Every line from the one with "width:45px; height:45px; display:grid;" to the one with "margin:0; padding:0; list-style:none", including those two, is to be copied exactly; all other lines of the entries below are left out.

_Task data_
=-=-=

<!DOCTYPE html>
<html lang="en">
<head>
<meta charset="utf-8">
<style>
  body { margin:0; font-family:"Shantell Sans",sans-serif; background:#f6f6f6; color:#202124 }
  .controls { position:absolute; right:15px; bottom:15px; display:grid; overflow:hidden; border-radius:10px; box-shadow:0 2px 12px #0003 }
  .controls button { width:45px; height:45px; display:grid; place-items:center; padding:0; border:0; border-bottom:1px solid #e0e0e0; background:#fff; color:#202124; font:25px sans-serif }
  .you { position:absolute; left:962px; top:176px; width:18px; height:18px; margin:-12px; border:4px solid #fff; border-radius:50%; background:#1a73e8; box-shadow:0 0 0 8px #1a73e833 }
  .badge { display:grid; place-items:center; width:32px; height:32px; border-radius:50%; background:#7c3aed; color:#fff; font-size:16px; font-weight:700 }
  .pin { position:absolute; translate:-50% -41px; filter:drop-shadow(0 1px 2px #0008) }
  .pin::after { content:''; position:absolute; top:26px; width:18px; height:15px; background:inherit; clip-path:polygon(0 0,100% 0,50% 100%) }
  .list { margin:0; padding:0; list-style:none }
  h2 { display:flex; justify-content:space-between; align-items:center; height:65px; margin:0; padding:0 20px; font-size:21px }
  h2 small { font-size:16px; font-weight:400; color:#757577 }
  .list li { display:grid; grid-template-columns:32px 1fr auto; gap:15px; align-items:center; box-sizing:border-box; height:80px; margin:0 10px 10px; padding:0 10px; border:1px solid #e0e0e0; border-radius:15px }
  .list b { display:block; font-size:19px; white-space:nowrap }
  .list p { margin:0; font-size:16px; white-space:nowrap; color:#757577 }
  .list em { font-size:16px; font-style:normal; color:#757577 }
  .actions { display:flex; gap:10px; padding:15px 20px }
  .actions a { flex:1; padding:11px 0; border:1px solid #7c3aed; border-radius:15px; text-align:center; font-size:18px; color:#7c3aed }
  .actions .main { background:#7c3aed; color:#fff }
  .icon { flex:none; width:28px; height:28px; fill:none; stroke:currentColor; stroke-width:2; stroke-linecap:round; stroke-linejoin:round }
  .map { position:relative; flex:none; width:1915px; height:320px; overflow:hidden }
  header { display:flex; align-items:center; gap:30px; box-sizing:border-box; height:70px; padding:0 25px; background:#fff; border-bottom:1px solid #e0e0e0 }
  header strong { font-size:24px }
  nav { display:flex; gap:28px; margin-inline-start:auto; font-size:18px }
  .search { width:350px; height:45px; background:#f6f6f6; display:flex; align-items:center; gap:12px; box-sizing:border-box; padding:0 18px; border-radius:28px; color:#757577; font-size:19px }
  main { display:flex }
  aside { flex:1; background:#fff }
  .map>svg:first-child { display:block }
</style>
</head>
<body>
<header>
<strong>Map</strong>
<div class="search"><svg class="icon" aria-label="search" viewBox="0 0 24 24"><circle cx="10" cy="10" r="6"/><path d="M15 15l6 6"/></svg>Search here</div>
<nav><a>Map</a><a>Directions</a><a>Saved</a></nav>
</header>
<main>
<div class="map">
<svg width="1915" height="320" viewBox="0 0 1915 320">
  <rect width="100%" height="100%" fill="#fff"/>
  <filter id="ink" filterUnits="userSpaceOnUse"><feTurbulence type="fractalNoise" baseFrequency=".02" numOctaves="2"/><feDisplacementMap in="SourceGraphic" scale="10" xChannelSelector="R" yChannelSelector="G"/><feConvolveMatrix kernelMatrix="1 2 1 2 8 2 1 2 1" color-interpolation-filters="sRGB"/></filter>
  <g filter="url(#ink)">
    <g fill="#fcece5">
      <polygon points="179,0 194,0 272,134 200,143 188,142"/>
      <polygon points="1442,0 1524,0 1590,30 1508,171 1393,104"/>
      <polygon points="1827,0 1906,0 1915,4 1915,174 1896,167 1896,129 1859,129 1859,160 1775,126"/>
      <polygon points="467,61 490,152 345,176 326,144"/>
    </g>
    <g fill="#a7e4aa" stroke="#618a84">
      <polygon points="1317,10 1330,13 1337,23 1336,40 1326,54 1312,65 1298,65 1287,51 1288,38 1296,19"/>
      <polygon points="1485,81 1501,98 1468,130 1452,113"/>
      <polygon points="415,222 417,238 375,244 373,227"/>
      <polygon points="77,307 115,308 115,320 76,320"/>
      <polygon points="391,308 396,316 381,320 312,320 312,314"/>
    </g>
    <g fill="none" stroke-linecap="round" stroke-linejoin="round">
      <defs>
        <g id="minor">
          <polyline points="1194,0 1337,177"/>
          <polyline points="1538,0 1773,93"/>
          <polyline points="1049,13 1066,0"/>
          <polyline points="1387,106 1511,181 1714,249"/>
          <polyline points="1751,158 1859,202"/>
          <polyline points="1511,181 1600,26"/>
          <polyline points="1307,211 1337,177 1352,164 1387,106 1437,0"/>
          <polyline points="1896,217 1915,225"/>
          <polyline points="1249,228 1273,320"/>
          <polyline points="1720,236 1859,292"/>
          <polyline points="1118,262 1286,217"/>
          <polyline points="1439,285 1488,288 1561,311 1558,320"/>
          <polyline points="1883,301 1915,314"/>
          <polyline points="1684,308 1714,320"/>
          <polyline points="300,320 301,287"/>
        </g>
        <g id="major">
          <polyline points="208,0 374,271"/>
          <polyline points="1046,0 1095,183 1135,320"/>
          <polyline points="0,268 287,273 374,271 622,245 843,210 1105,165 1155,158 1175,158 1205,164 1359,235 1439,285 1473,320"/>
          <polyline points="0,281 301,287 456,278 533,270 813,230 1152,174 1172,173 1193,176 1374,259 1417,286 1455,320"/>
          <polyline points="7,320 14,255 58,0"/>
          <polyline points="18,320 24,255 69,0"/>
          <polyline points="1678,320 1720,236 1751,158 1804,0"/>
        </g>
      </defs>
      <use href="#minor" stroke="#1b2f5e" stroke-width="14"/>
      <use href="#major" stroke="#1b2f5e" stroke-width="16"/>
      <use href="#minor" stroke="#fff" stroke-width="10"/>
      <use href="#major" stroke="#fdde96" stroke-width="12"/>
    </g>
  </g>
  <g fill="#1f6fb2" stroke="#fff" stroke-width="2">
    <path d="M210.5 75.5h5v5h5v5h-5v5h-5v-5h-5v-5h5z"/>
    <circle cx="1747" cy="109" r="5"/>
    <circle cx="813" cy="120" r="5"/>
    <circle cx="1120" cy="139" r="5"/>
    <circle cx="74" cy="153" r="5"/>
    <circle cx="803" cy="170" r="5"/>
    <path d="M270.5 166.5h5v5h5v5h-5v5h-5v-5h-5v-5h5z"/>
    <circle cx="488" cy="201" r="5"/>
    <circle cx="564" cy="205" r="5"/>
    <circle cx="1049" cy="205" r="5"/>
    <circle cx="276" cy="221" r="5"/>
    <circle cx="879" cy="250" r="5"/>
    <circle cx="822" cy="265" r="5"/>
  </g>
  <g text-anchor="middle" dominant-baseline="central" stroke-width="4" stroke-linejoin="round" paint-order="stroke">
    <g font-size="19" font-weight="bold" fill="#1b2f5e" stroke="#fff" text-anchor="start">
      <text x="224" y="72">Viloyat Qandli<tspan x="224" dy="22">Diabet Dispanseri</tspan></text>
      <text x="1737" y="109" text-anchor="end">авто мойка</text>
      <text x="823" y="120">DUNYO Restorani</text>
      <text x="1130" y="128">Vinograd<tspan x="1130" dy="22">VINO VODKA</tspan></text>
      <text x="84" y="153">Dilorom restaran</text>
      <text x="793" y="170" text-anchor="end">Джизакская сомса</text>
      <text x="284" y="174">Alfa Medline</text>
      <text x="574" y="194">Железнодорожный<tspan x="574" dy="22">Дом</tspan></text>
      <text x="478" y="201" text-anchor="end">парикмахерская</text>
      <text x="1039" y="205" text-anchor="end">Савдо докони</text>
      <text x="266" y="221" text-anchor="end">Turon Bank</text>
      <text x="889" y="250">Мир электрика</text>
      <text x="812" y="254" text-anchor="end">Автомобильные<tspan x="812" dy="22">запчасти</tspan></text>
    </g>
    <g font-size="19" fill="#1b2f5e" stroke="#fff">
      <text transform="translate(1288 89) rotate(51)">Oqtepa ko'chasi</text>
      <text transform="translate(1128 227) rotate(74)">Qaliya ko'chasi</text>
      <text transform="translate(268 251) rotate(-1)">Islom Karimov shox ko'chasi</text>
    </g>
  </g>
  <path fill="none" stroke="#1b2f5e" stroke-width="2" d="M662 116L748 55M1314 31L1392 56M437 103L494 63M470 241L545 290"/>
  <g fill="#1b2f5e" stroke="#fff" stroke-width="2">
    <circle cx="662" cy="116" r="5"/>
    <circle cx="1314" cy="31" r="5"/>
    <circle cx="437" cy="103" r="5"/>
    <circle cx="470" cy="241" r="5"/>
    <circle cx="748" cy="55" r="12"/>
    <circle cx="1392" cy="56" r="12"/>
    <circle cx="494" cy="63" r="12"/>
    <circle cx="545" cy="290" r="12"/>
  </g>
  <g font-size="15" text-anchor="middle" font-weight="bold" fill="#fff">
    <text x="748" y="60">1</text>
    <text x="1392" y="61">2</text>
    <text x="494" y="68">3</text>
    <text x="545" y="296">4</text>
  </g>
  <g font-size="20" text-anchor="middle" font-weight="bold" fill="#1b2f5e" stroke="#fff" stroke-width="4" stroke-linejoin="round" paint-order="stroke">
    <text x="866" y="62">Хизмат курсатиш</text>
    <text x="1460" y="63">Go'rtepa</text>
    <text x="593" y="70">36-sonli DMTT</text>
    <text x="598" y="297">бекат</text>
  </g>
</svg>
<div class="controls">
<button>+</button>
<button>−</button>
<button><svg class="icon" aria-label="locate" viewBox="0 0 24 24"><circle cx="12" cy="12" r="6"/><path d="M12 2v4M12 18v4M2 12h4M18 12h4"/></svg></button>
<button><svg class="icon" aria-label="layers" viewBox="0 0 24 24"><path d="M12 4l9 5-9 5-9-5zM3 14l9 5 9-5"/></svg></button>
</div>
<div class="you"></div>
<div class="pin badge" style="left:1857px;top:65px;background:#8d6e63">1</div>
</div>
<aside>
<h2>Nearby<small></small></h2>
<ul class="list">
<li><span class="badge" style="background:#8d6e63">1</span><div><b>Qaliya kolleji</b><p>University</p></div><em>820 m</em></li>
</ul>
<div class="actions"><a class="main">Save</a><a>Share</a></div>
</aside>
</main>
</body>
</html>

=-=-=

_Expected answer_
  .controls button { width:45px; height:45px; display:grid; place-items:center; padding:0; border:0; border-bottom:1px solid #e0e0e0; background:#fff; color:#202124; font:25px sans-serif }
  .you { position:absolute; left:962px; top:176px; width:18px; height:18px; margin:-12px; border:4px solid #fff; border-radius:50%; background:#1a73e8; box-shadow:0 0 0 8px #1a73e833 }
  .badge { display:grid; place-items:center; width:32px; height:32px; border-radius:50%; background:#7c3aed; color:#fff; font-size:16px; font-weight:700 }
  .pin { position:absolute; translate:-50% -41px; filter:drop-shadow(0 1px 2px #0008) }
  .pin::after { content:''; position:absolute; top:26px; width:18px; height:15px; background:inherit; clip-path:polygon(0 0,100% 0,50% 100%) }
  .list { margin:0; padding:0; list-style:none }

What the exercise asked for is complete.